# Task prompt
One line at a time, check the entries below for the word "halo", and copy each line that has it.

[Records from a data source]
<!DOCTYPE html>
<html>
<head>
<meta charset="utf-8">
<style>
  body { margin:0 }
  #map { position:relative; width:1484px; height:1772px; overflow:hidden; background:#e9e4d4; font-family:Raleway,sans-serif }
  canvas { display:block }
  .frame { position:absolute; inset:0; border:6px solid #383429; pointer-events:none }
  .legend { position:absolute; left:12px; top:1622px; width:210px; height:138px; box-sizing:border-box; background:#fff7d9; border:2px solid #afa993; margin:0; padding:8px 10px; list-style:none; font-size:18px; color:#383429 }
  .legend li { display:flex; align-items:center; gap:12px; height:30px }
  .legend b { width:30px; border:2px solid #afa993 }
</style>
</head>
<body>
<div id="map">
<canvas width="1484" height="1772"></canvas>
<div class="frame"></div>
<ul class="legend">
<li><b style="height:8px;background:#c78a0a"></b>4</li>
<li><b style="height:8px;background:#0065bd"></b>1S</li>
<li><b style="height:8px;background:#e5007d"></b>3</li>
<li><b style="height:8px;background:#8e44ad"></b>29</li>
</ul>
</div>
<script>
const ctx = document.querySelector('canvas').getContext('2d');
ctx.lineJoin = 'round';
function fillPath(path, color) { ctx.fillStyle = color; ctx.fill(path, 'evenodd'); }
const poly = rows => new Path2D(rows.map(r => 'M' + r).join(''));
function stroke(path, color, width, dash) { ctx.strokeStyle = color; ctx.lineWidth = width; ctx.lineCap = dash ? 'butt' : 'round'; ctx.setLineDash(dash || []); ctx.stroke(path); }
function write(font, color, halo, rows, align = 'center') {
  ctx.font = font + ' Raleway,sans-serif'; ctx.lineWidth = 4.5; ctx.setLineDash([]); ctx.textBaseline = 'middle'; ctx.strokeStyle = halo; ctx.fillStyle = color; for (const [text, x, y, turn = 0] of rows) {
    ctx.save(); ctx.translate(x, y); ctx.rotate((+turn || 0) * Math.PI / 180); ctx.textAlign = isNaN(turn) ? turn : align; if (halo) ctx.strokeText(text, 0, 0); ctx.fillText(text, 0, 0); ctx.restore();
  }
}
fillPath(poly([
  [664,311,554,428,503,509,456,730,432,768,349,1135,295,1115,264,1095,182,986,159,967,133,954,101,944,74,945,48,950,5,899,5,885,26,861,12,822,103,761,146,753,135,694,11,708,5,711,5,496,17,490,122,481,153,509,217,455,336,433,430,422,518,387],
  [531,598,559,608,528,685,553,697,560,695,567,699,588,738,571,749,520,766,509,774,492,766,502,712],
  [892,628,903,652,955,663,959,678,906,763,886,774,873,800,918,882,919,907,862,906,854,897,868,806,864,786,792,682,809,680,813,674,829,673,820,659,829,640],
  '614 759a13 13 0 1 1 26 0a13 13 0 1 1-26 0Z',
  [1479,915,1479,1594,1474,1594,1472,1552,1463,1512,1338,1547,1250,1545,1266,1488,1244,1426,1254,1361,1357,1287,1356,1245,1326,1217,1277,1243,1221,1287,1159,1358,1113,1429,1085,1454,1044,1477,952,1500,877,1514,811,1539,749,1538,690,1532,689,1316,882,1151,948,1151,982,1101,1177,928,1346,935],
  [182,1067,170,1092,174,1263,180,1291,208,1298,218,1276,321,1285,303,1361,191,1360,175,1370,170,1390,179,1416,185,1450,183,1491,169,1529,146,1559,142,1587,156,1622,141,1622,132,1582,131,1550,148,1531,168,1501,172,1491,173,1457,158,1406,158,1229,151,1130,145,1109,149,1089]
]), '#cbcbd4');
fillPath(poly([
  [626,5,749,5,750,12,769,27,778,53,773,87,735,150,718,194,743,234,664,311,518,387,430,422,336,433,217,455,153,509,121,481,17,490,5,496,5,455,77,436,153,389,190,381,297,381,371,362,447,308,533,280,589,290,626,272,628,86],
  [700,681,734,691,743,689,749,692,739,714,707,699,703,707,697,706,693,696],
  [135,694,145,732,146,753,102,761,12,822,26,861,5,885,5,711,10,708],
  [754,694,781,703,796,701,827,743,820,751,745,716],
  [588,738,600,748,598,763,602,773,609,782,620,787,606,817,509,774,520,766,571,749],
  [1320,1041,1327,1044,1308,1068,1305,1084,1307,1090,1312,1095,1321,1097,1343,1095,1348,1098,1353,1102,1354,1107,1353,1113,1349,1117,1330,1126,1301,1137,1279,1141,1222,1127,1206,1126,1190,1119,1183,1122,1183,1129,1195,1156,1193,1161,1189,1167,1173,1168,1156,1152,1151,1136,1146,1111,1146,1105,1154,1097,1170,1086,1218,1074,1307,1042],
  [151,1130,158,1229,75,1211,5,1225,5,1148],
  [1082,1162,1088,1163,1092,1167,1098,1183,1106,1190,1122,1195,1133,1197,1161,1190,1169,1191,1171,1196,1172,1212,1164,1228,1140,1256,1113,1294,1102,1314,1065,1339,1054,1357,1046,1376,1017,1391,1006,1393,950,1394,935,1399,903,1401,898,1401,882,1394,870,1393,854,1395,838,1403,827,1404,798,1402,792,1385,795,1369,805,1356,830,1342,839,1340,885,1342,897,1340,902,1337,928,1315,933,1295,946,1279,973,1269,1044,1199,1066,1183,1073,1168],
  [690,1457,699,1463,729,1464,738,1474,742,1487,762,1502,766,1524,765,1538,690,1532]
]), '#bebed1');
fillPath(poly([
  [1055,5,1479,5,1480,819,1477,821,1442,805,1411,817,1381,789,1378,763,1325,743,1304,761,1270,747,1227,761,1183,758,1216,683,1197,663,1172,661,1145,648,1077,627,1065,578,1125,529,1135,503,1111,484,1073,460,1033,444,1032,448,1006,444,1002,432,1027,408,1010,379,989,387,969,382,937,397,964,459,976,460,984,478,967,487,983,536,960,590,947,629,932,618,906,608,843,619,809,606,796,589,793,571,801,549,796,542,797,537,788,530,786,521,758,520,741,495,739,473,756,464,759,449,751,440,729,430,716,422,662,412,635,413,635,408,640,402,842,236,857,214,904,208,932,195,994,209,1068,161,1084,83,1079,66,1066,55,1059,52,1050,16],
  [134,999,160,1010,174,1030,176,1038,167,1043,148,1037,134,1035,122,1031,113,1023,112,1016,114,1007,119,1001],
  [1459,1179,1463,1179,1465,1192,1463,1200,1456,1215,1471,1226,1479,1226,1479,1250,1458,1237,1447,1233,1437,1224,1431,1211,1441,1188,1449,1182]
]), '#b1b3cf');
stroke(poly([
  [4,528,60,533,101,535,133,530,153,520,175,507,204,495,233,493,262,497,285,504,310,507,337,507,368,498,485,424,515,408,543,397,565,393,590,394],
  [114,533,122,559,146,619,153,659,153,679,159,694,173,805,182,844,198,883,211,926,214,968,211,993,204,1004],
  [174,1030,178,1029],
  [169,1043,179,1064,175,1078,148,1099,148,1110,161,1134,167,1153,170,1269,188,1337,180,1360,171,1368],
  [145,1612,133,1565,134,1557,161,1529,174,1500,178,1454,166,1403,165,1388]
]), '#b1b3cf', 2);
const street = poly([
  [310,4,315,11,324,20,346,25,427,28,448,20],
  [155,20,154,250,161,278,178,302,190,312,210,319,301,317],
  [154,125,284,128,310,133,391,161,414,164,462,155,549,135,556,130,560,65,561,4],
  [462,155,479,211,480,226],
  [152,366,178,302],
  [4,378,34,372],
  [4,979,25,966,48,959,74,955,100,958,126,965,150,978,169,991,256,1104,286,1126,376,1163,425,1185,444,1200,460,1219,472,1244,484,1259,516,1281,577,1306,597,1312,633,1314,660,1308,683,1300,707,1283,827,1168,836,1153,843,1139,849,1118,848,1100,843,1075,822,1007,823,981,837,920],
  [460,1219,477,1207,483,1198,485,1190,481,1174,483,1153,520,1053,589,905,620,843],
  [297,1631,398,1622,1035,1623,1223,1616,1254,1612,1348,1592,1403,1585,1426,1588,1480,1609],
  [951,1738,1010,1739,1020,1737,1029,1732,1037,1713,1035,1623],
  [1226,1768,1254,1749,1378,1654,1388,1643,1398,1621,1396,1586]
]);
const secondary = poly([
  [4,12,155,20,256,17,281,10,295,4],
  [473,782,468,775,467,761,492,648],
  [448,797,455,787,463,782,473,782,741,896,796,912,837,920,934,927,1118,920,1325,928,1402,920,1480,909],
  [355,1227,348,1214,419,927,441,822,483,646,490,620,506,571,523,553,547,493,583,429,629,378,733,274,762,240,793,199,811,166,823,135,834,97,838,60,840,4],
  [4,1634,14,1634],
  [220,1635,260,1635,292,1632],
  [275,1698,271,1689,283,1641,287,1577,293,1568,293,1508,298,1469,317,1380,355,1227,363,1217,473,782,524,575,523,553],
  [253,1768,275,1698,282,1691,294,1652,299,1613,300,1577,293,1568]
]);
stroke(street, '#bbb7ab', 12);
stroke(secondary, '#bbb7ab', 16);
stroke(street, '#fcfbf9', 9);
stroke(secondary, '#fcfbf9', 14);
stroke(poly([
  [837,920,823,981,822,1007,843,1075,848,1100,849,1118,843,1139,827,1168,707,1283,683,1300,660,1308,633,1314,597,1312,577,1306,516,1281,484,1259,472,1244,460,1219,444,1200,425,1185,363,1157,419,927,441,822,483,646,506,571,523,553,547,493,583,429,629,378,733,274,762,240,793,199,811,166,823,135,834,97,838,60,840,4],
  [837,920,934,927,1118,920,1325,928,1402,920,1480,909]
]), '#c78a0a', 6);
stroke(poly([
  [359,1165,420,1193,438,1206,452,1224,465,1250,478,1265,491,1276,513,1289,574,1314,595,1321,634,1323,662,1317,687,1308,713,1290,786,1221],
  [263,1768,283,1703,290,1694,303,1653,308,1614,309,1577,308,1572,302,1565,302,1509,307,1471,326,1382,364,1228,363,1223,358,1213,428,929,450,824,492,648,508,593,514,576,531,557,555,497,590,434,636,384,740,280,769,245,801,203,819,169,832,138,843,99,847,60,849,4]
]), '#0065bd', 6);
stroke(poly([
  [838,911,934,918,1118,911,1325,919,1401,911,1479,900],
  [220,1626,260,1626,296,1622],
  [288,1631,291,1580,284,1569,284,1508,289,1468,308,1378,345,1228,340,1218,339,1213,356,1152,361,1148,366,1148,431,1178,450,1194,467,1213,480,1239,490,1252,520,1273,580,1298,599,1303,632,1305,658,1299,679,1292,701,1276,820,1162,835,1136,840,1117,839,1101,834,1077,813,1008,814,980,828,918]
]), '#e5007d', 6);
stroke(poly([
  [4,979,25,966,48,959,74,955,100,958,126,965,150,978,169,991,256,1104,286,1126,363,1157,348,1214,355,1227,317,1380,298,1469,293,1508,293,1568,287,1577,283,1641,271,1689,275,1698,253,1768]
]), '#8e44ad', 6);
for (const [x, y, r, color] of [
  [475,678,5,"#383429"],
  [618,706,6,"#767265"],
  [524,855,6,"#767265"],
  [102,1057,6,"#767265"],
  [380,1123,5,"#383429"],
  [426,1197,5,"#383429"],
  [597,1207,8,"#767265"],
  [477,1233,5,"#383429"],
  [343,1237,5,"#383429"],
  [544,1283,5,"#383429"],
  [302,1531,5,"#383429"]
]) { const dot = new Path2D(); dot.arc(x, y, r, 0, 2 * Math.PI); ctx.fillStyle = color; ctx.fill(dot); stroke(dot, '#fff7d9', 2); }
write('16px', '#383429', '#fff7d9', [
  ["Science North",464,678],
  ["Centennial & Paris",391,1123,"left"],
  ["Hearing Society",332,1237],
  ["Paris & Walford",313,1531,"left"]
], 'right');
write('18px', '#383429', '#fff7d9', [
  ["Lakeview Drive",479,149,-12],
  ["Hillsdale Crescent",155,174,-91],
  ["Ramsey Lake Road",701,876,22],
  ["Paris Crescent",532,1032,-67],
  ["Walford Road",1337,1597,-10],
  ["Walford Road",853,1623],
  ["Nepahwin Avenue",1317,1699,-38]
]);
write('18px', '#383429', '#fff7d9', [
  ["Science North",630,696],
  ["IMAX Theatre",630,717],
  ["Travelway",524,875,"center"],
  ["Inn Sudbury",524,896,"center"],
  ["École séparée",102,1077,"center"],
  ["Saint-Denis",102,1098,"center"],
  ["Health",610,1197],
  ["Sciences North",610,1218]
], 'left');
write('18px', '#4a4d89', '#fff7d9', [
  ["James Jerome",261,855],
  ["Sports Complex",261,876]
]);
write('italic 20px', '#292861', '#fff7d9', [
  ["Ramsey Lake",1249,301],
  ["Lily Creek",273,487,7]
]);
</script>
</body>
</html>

# Written answer
function write(font, color, halo, rows, align = 'center') {
  ctx.font = font + ' Raleway,sans-serif'; ctx.lineWidth = 4.5; ctx.setLineDash([]); ctx.textBaseline = 'middle'; ctx.strokeStyle = halo; ctx.fillStyle = color; for (const [text, x, y, turn = 0] of rows) {
    ctx.save(); ctx.translate(x, y); ctx.rotate((+turn || 0) * Math.PI / 180); ctx.textAlign = isNaN(turn) ? turn : align; if (halo) ctx.strokeText(text, 0, 0); ctx.fillText(text, 0, 0); ctx.restore();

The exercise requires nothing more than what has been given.